◆ **TASK TO COMPLETE**: If a line in the records below contains the word "Jerônimo", copy it out.

── RECORDS ──

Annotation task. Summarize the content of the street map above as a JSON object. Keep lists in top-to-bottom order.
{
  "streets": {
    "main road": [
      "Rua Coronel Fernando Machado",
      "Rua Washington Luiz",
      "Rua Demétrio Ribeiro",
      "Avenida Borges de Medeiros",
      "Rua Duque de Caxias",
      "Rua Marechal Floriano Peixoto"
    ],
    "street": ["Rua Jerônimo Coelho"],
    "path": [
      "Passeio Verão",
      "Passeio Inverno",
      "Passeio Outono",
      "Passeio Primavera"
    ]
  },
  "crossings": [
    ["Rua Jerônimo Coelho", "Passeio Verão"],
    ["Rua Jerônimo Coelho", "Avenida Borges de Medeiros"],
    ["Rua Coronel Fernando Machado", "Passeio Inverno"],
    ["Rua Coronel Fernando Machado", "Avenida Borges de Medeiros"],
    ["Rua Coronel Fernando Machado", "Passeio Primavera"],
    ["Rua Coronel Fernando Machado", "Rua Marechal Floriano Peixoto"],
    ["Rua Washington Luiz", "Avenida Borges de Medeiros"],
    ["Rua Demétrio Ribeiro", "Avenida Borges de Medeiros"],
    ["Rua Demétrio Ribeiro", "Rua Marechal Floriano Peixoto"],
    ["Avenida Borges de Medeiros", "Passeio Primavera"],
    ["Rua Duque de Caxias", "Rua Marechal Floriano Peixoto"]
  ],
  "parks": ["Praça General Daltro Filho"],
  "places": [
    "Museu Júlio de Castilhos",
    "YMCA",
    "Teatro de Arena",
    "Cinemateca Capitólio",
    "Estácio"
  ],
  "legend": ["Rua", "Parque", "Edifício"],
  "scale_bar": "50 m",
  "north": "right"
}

───

◆ **WORKED SOLUTION**:
    "street": ["Rua Jerônimo Coelho"],
    ["Rua Jerônimo Coelho", "Passeio Verão"],
    ["Rua Jerônimo Coelho", "Avenida Borges de Medeiros"],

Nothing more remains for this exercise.